Cameras plugged into the internet can show you a beautiful beach in California, a woman shopping in Texas and people drinking in New York.
      
They can also show you the inside of a cabin in Colorado, an elevator in Virginia and an office in South Africa.
      
Any predator who knew where to look could have watched this video feed of children in this school in Ohio.  The feed flowed for three years.  School superintendent Mark Miles cut it off minutes after a reporter told him about it.

“It was an open door.  As a parent myself I would have a concern with that."
      
When the district added remote access to its cameras there was more access than it thought.

Miles says, "We thought that every single one of those cameras was password protected."
      
Most cameras do come with password protection---the one installed when they're built.
      
You get world-wide web-cam stalker sites because people don't change the passwords.  People who go in for this sort of thing know the default passwords---and no, we're not going to help you find the sites.
       
At Acacia IT, Greg Durnan says at the very least change the username and password that came with the camera.
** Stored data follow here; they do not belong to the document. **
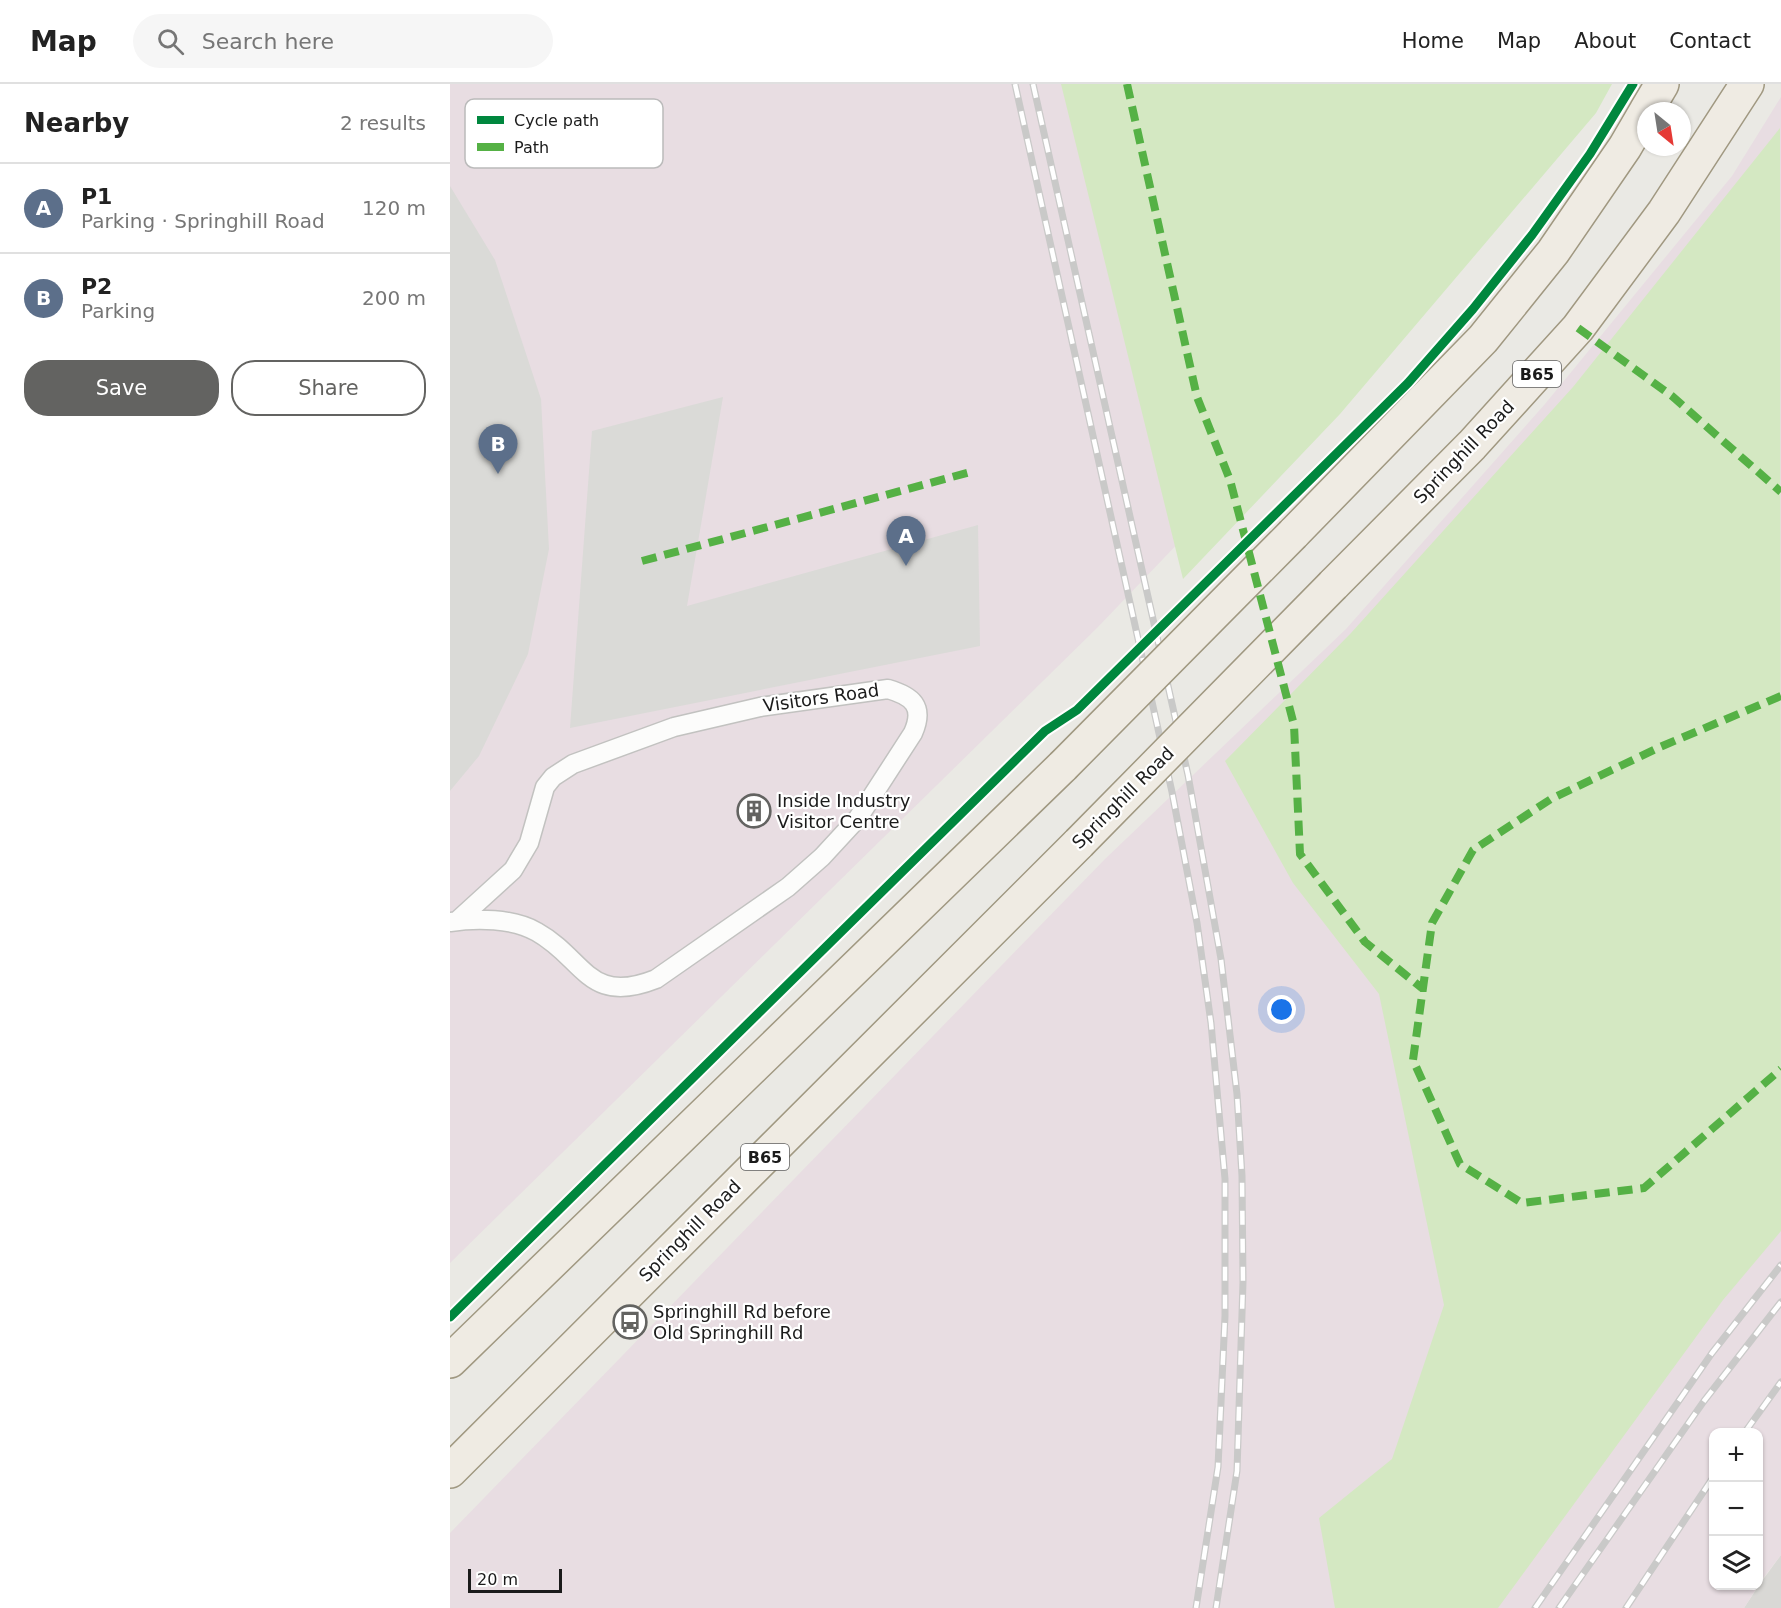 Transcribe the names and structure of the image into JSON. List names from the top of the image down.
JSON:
{
  "streets": {
    "main road": ["B65", "Springhill Road"],
    "lane": ["Visitors Road"]
  },
  "places": {
    "building": ["Inside Industry Visitor Centre"],
    "bus stop": ["Springhill Rd before Old Springhill Rd"]
  },
  "legend": ["Cycle path", "Path"],
  "scale_bar": "20 m",
  "north": "bottom right",
  "page": {
    "header": "Map",
    "search": "Search here",
    "nav": [
      "Home",
      "Map",
      "About",
      "Contact"
    ],
    "heading": ["Nearby", "2 results"],
    "list": [
      {
        "mark": "A",
        "name": "P1",
        "note": "Parking · Springhill Road",
        "value": "120 m"
      },
      {
        "mark": "B",
        "name": "P2",
        "note": "Parking",
        "value": "200 m"
      }
    ],
    "buttons": ["Save", "Share"],
    "pins": ["B", "A"],
    "map_buttons": ["+", "−"],
    "scale": "20 m"
  }
}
“And if you want to go further than that, getting someone that's actually a security expert to go through those settings and say, 'Hey these are the things you want to have on and want to have off in a router is a very good approach to take."
      
The right settings can make your internet connection and your cameras hard for video voyeurs to find.

Greg Durnan says, "Once you're into the network, your computer has a firewall as well.  A lot of people turn those off. Don't do that. Leave it on.  It does help. Make sure your computer's up to date because there's all the patching and Microsoft puts out all of their stuff every Tuesday with all of their patches and fixes and everything else.  Make sure you've got at least the security ones going on."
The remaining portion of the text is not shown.